Het Keltische pantheon

Van de goden vereren ze Mercurius het meest. Van hem zijn er zeer veel beelden, ze zeggen dat deze de uitvinder is van alle vaardigheden, ze menen dat hij de gids is op wegen en tochten en dat deze zeer grote macht heeft bij het verwerven van geld. Na deze vereren ze Apollo, Mars, Jupiter en Minerva. Over deze hebben ze bijna de zelfde mening als de overige volkeren, namelijk dat Apollo ziektes geneest, dat Minerva de beginselen van elke ambachten en kunsten leert , dat Jupiter de oppermacht over de goden heeft en dat mars heerst over de oorlogen. Ze beloven aan deze laatste meestal de dingen die ze in de oorlog zullen buitmaken te offeren, wanneer ze beslist hebben te vechten in een veldslag.

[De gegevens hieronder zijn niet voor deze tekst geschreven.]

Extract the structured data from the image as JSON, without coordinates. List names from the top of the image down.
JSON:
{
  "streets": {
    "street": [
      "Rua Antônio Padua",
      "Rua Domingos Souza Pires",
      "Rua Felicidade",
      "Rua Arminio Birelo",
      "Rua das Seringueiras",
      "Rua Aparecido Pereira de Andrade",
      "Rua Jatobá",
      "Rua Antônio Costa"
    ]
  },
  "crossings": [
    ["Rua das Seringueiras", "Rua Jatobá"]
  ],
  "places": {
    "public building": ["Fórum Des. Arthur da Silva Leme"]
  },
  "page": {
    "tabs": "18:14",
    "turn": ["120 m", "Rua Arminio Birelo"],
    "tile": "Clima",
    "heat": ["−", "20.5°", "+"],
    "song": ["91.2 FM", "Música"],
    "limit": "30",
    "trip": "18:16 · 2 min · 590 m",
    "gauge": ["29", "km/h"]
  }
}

Wanneer ze gewonnen hebben offeren ze de gevangen ( levende wezens) en de overige zaken brengen ze samen op 1 plaats. Bij veel stammen kan men op gewijde plaatsen stapels bemerken die opgebouwd zijn met deze zaken. Het is nog niet vaak gebeurt dat iemand ofwel uit minachting voor de godsdienst de buit bij zich probeerde te verbergen ofwel de neergelegde dingen durfde wegnemen. De zwaarste doodstraf is voor die misdaad vastgelegd.